From the records below, work out how many lines contain "linecap". Reply with that number alone.

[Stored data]
<<<<

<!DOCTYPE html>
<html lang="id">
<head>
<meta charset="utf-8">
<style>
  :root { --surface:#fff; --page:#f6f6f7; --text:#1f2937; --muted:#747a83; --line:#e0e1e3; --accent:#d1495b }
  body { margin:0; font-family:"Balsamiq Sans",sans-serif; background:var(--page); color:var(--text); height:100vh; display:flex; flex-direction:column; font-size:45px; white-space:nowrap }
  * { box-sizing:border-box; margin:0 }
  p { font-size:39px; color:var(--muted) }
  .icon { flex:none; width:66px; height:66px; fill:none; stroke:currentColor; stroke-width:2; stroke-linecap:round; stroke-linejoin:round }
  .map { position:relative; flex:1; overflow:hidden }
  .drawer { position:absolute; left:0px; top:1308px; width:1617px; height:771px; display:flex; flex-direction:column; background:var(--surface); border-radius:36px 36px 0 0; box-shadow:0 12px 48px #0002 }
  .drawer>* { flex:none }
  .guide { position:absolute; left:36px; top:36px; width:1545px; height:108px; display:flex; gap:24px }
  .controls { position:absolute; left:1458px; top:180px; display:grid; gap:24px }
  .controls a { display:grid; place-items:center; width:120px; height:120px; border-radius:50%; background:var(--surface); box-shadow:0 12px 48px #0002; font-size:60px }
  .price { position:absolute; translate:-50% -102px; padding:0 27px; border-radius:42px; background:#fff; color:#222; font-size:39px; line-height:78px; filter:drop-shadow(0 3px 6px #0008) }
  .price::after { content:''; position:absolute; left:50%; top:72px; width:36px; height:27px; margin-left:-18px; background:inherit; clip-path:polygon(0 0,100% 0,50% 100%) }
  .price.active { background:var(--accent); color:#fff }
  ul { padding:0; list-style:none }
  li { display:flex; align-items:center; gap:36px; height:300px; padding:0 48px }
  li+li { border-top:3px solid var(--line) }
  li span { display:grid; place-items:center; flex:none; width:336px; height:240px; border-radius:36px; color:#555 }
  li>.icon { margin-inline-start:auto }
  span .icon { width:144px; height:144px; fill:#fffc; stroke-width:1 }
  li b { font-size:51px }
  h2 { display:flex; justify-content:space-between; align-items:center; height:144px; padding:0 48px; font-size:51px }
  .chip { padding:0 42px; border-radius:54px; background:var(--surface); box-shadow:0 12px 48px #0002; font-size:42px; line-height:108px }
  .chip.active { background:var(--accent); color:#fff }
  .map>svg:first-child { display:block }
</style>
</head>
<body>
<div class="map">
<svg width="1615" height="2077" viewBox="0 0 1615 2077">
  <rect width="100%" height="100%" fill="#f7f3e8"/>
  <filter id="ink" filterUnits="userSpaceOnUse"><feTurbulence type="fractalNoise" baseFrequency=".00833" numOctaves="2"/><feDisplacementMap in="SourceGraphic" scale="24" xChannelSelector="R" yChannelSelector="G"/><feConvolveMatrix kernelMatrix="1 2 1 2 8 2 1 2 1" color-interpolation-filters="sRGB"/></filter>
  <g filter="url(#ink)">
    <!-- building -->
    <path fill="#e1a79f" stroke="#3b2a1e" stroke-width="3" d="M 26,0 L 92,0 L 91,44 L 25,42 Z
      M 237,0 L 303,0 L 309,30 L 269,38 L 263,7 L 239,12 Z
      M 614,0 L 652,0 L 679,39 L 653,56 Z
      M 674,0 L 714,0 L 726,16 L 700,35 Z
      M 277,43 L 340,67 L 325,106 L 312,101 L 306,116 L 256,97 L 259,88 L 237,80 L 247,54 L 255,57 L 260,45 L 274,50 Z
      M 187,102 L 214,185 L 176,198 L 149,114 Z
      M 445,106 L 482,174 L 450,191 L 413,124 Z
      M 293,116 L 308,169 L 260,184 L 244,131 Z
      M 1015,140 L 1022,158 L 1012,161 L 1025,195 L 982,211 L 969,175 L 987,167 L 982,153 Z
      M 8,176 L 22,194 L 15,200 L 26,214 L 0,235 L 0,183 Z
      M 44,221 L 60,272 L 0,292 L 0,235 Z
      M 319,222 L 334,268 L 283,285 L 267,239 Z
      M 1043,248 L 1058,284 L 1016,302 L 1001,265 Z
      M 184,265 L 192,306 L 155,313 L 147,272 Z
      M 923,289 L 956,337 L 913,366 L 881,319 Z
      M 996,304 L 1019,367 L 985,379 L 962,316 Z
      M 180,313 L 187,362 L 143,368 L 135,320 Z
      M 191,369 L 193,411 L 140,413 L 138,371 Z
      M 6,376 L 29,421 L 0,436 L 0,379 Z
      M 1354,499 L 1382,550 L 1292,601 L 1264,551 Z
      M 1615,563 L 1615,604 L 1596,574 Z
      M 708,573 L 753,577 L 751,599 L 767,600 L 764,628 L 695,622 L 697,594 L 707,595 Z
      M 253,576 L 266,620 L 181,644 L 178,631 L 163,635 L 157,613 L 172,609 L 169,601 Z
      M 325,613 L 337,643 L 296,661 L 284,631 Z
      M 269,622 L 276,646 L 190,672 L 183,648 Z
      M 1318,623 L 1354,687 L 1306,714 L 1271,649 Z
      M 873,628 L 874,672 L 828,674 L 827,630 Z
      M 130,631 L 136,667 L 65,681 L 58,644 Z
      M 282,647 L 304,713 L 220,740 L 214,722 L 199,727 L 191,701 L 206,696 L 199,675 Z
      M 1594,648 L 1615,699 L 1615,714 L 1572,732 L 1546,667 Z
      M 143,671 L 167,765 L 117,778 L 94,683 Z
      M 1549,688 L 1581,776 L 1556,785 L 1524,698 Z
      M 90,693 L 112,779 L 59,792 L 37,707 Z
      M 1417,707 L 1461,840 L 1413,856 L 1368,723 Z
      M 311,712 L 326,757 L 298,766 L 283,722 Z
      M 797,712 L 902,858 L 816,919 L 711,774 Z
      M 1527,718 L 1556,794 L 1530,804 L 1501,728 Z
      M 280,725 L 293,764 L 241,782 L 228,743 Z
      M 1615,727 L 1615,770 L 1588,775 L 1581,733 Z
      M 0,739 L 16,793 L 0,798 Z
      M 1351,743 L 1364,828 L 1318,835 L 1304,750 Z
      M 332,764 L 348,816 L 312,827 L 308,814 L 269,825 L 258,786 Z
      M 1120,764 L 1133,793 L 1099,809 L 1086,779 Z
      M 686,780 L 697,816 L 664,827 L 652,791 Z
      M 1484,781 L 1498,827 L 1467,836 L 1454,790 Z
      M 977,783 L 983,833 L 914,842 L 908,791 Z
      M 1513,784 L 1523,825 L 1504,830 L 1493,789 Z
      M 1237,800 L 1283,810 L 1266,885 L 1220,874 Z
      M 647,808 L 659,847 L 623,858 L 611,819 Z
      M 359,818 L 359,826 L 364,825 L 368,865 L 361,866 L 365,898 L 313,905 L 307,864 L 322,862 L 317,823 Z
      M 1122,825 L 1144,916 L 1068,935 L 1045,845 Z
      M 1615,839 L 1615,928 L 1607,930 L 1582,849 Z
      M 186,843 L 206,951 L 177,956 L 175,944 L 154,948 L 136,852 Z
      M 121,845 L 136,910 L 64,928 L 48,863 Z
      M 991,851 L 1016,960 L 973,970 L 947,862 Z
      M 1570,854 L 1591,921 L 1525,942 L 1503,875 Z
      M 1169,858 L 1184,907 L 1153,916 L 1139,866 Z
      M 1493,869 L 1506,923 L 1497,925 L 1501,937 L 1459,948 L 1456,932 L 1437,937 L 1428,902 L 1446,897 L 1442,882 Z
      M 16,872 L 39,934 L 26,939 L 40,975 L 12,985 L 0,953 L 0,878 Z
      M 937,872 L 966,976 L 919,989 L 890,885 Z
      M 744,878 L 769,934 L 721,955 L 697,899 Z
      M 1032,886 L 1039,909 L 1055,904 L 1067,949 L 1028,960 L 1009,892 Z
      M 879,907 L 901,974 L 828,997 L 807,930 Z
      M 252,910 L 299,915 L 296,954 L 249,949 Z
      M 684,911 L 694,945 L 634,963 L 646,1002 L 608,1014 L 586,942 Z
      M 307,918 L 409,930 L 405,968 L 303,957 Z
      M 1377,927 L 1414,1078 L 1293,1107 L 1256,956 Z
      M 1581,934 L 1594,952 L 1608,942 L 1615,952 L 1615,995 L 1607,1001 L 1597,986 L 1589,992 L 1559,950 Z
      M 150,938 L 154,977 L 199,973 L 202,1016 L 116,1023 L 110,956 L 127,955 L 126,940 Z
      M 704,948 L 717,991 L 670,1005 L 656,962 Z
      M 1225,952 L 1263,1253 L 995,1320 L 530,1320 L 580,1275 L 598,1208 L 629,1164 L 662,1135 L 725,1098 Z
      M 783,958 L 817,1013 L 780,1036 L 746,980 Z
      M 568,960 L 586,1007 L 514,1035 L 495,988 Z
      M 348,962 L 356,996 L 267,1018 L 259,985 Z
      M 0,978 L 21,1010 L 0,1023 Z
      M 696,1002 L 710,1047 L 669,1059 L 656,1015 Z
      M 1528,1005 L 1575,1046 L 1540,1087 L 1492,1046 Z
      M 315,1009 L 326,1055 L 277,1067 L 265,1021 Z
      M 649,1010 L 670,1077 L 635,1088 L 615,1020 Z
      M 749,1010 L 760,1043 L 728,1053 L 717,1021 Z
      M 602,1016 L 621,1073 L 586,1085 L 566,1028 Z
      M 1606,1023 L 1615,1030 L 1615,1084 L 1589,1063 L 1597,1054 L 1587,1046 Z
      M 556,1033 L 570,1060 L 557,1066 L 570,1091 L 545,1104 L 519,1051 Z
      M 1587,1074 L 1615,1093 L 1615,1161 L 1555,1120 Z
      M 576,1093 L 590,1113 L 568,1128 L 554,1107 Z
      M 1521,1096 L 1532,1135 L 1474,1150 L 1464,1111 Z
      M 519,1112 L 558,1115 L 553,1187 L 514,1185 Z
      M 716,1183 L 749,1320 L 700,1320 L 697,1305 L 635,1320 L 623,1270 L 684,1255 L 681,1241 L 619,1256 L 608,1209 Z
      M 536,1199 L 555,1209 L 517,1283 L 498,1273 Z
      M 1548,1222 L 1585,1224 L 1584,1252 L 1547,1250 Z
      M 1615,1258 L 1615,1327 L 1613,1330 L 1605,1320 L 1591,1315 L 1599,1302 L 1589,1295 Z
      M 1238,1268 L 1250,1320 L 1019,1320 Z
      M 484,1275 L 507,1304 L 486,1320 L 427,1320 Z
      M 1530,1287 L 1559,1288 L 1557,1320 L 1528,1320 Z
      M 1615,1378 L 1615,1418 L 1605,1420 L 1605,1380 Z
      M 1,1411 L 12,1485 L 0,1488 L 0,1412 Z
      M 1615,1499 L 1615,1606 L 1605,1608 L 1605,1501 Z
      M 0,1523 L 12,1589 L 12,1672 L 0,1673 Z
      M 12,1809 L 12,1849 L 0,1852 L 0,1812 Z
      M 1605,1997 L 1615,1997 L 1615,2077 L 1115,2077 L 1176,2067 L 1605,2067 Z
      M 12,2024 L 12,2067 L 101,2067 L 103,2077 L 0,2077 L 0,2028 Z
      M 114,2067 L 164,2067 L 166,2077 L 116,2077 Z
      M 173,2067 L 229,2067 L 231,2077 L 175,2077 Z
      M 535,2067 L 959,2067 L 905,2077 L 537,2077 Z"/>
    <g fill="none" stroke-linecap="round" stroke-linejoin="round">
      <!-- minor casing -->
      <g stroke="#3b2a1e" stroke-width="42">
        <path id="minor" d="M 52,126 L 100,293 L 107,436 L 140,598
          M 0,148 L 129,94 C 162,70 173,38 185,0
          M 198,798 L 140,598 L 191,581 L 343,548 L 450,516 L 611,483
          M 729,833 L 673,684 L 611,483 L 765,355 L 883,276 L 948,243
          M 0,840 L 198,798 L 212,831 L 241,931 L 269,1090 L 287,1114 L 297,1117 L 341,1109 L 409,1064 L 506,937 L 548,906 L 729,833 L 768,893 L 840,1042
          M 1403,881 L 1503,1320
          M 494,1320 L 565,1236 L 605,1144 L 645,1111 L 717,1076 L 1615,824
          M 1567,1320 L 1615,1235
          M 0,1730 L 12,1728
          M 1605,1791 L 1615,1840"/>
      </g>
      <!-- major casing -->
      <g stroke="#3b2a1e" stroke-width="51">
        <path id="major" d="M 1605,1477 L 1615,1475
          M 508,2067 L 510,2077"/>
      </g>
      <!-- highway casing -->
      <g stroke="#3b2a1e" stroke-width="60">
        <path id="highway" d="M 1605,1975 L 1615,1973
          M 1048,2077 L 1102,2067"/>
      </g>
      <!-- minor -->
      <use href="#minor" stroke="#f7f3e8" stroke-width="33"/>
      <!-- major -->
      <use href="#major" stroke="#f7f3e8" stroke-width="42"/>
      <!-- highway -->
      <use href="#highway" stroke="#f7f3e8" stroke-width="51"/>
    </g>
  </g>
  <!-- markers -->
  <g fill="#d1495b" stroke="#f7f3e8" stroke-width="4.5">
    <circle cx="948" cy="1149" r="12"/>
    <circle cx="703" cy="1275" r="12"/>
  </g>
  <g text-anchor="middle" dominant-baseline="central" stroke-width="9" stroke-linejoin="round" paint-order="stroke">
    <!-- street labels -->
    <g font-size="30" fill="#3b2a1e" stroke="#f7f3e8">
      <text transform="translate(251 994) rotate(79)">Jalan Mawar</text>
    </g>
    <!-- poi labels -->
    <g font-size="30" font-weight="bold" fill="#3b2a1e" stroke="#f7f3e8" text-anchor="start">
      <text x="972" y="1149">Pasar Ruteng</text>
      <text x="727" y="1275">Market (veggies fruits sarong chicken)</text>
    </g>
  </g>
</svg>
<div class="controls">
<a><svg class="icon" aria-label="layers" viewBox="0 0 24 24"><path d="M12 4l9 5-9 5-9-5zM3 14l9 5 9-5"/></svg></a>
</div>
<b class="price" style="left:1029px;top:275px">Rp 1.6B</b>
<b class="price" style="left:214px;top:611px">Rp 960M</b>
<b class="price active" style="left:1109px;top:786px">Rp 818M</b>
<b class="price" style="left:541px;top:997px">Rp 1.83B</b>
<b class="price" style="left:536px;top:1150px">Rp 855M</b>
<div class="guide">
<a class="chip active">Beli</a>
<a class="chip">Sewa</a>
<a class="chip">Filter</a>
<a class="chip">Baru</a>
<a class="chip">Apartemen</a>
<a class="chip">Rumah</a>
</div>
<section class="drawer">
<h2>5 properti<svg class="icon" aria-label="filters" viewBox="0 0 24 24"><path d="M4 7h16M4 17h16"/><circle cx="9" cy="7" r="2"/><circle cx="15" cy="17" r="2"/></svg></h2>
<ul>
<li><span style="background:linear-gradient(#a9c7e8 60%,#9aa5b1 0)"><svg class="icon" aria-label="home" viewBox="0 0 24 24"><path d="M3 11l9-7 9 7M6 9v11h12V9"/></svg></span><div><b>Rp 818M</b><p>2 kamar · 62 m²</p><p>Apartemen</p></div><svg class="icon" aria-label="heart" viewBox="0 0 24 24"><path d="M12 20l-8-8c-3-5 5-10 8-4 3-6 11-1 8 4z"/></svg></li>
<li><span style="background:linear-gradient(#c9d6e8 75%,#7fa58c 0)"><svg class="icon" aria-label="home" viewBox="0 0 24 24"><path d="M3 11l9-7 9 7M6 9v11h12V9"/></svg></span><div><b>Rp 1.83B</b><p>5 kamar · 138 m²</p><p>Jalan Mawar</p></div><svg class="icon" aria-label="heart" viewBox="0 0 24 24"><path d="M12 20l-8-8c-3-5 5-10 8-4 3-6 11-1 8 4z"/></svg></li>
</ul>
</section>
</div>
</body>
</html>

>>>>

## Task output
2